Читаем Разлад полностью

– Любовь – распутство? – удивился по-детски Пранас. – А ты, поне виршининке, не любила, нет? Жаль. Красивая женщина. Жаль, – повторил распевно. И первый раз за все время, что знали друг друга, посмотрел ей прямо в глаза. Да так чисто, открыто – у нее даже кольнуло сердце. Будто деревенское летнее небо в легких облаках проплыло перед ней. «Глаза-то у него какие красивые», – невольно вдруг подумала она и словно испугалась этой мысли, заторопилась, забормотала снова о Марите, о детях. Он молча, пристально смотрел на нее. А потом сказал просто и буднично, словно не было меж ними никакого другого разговора:

– Нужно краску для полов выписать.

На том и разошлись. И покатилось все по-старому. Только Марите перестала к ней захаживать, но и на том спасибо, больно уж в тягость стали ей все эти разговоры. Ни слышать, ни знать о Пранасе ничего не хотела. Как-то раз увидела ее на улице без черного халата, который она всегда носила на работе. Шла, переваливаясь уточкой, сама тумба тумбой – и ноги толстые, отечные. «Да, не пара они, не пара. Он-то – орел орлом, а она – вон какая развалюха. – Но тут же себя и одернула: – Тебе что за дело? Чего в чужую жизнь лезешь? В своей разберись». Что-что, а умела себя взнуздать. Не только других школила, но и себе спуску не давала. Через некоторое время помогла устроиться Марите на завод табельщицей – и работа полегче, и платят погуще. Та уж и не знала, как благодарить. А сама Быстрова все никак не могла себя понять, то ли из жалости это сделала, то ли потому что теперь, где бы с Пранасом ни встречалась, всегда чувствовала на себе его взгляд. Злилась, краснела до пота, но ничего с собой не могла поделать. Дело дошло до того, что начала избегать его, а если уж сталкивалась где-нибудь, то разговаривала, не глядя в лицо. «Вдруг что-то заподозрят, разговоров вовек не оберешься, да и с работы могут погнать», – мучилась она.

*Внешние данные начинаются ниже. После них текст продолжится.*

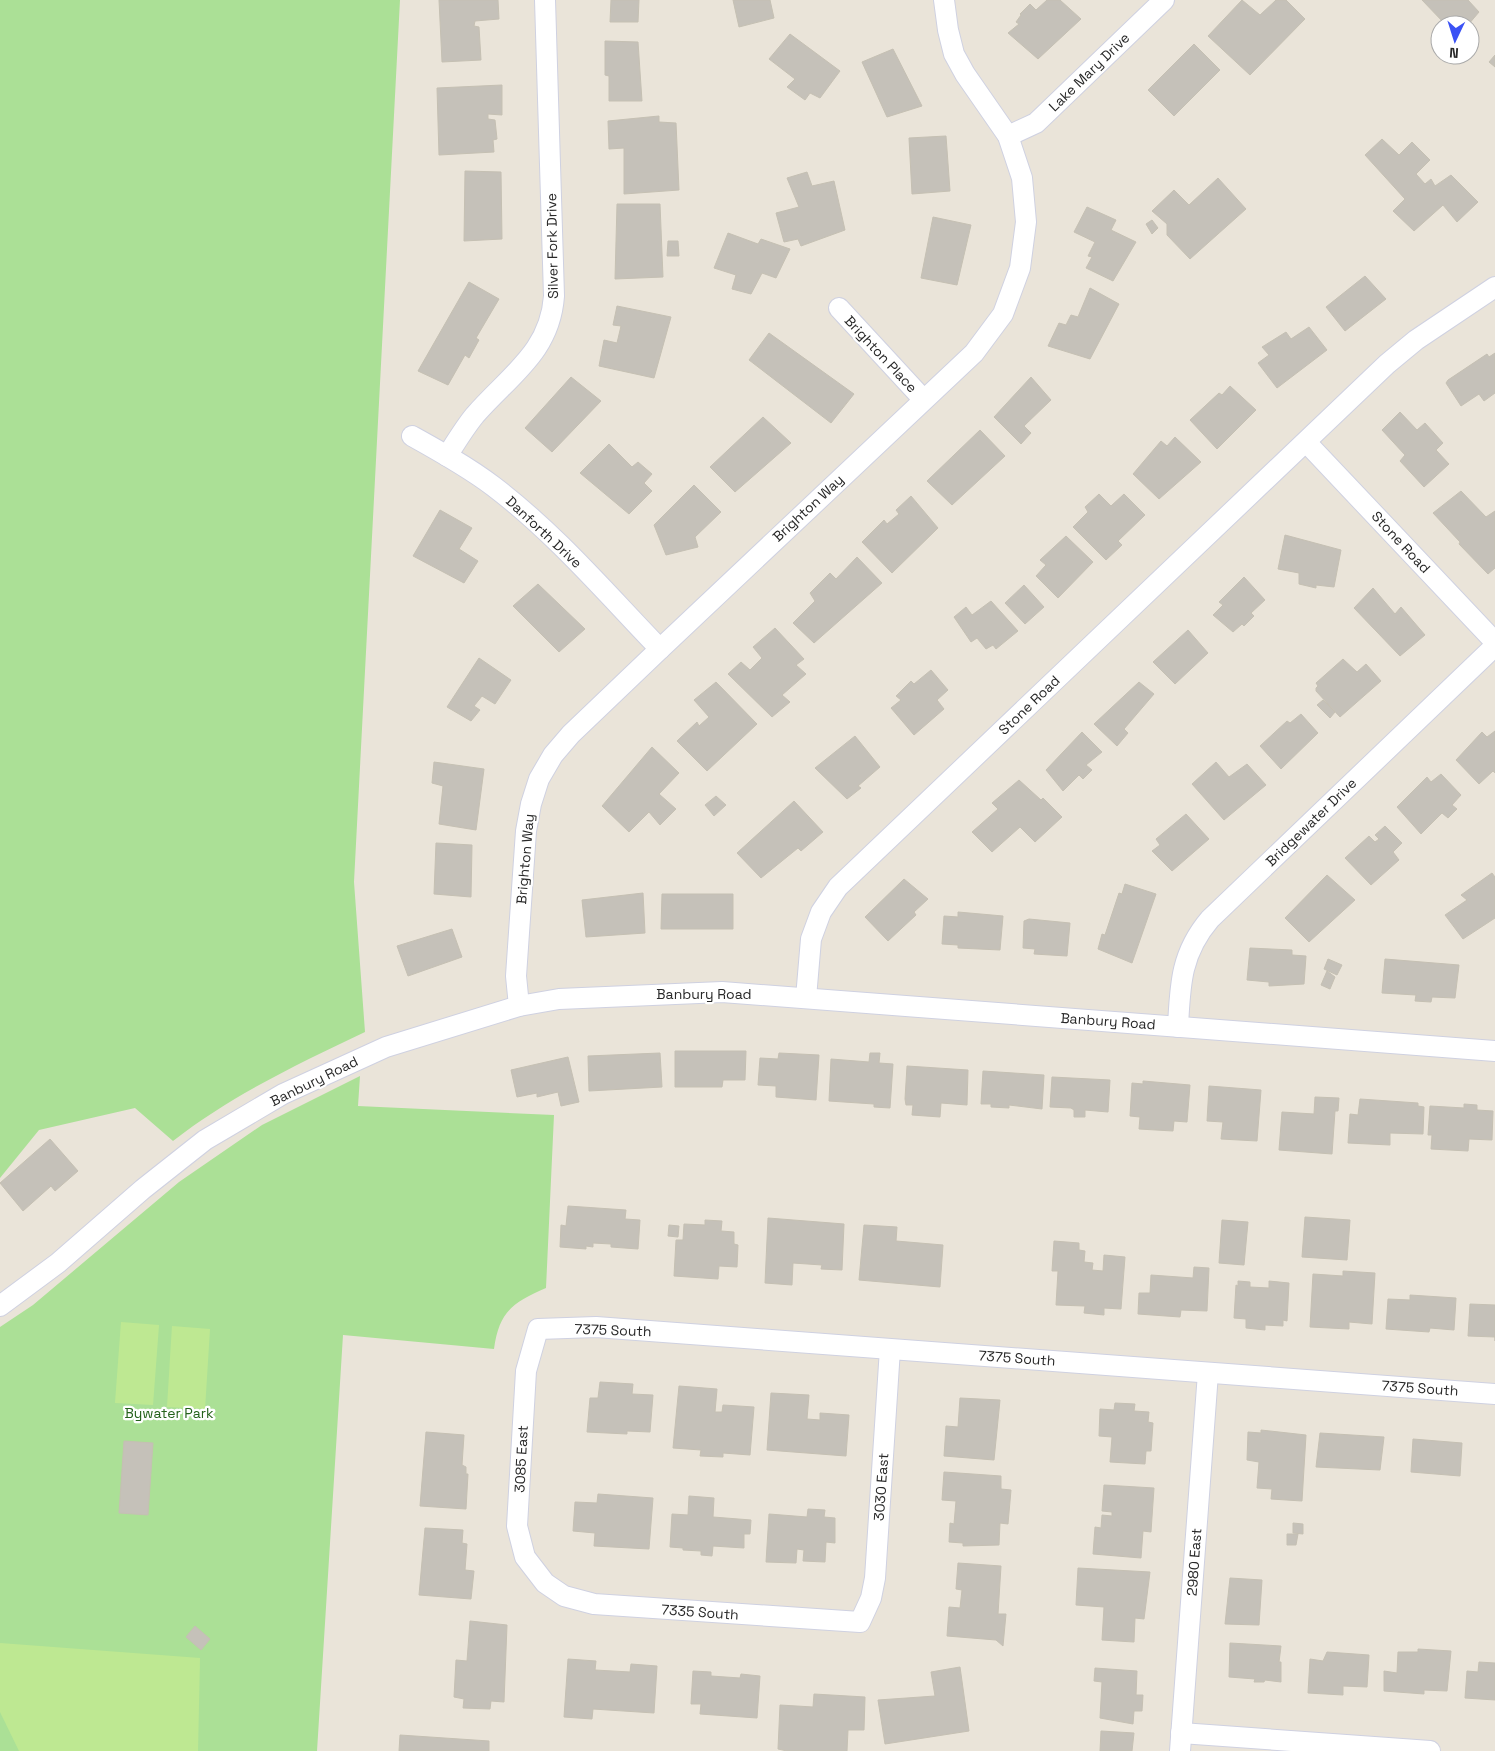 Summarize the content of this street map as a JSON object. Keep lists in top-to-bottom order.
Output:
{
  "streets": {
    "street": [
      "Lake Mary Drive",
      "Silver Fork Drive",
      "Brighton Place",
      "Brighton Way",
      "Danforth Drive",
      "Stone Road",
      "Bridgewater Drive",
      "Banbury Road",
      "7375 South",
      "3085 East",
      "3030 East",
      "2980 East",
      "7335 South"
    ]
  },
  "crossings": [
    ["Lake Mary Drive", "Brighton Way"],
    ["Silver Fork Drive", "Danforth Drive"],
    ["Brighton Place", "Brighton Way"],
    ["Brighton Way", "Danforth Drive"],
    ["Brighton Way", "Banbury Road"],
    ["Stone Road", "Bridgewater Drive"],
    ["Stone Road", "Banbury Road"],
    ["Bridgewater Drive", "Banbury Road"],
    ["7375 South", "3085 East"],
    ["7375 South", "3030 East"],
    ["7375 South", "2980 East"],
    ["3085 East", "7335 South"],
    ["3030 East", "7335 South"]
  ],
  "parks": ["Bywater Park"],
  "north": "bottom"
}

Но судьбу, говорят, на коне не объедешь. Чему бывать, того не миновать. Случилось это в той же боковушке, где он столярничал. Не хотела идти, прямо ноги не несли. Но нужно было. Пожарник акт пригрозил составить, стружек там собрал Пранас целую гору, того и гляди – беда может приключиться, тем более что курил он нещадно, одну от другой сигареты прикуривал. Пришла, начала втолковывать ему, словно дитенку неразумному:

– Составит пожарник акт, тогда нам несдобровать, Шилотас такую головомойку устроит, только держись.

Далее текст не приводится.